##### DATA IN THIS EXERCISE

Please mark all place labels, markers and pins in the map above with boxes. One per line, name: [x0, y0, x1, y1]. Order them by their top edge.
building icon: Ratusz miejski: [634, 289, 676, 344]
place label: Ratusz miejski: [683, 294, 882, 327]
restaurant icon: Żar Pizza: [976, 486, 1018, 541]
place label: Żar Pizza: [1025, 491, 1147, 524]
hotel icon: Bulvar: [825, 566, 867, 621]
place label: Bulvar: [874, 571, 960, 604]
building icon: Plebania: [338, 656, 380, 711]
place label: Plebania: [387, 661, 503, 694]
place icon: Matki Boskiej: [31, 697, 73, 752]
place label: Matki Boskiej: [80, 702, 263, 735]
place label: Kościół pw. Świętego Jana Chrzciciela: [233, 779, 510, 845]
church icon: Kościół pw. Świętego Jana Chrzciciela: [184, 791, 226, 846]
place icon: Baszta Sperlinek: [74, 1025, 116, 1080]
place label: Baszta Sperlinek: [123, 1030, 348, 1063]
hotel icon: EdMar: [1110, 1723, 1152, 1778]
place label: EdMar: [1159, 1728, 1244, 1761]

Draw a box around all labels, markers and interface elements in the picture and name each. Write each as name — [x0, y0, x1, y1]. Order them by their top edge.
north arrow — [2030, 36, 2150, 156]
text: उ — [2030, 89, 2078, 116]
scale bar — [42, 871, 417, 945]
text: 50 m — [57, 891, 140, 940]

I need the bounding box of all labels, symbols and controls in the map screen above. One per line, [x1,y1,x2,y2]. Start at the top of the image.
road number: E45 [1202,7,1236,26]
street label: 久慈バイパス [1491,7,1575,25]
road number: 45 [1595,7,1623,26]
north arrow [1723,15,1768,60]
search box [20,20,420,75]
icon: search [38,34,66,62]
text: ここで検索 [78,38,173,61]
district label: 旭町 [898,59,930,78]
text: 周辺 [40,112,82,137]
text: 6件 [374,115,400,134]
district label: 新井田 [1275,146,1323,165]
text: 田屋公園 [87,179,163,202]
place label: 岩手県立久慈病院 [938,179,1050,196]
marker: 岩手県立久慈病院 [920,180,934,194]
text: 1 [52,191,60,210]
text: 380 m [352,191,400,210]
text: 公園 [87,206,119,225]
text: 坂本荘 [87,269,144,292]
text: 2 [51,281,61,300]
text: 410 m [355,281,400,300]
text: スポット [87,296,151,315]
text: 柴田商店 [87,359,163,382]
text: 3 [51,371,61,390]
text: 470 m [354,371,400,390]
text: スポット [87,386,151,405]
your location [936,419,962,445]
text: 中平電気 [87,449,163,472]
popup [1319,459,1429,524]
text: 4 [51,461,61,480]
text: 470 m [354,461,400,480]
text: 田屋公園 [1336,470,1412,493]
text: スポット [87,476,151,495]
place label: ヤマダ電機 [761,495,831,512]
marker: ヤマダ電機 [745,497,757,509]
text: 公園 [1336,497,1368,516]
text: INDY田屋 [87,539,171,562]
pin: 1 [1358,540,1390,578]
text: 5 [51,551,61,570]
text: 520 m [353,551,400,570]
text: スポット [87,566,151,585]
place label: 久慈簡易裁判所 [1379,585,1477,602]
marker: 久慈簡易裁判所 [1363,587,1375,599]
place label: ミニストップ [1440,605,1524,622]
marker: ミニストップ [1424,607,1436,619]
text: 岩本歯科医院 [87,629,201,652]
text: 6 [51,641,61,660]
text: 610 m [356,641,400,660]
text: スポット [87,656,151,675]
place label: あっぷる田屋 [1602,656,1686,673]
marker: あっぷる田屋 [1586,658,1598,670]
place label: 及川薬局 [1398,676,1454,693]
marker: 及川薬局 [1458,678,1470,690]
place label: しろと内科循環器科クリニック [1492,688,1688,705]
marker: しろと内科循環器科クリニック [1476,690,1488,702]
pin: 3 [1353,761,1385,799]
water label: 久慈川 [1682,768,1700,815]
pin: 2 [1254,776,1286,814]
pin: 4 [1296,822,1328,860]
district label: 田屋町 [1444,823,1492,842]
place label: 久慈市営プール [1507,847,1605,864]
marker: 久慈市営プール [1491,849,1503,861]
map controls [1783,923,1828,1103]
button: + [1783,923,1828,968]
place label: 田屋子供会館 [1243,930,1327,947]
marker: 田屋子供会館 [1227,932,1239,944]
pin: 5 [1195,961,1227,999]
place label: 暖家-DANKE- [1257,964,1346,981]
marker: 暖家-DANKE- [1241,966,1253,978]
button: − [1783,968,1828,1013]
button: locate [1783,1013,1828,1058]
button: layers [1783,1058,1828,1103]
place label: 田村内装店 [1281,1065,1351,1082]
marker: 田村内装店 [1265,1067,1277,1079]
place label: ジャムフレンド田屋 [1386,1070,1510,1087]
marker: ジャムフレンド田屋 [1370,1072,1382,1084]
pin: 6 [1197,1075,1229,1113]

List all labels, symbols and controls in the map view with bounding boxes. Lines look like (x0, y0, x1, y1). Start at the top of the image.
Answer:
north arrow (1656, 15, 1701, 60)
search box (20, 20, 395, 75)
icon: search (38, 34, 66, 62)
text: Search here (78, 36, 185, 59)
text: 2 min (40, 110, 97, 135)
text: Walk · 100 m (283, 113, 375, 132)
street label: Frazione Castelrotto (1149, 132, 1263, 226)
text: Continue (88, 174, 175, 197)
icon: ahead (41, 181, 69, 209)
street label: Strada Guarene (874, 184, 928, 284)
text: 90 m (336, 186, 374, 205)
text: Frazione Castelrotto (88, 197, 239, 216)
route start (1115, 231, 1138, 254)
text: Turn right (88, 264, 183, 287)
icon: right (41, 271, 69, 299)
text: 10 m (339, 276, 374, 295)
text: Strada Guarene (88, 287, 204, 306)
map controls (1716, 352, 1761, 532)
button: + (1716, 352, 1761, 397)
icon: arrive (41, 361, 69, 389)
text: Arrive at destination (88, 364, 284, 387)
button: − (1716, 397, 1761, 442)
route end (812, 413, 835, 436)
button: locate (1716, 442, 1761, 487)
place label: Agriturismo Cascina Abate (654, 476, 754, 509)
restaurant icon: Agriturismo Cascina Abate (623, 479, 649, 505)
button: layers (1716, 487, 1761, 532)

##########

**WHAT YOU NEED TO DO**:
Return only the number of lines above in which the string "restaurant" occurs.

**OUTPUT FOR THIS EXERCISE**:
2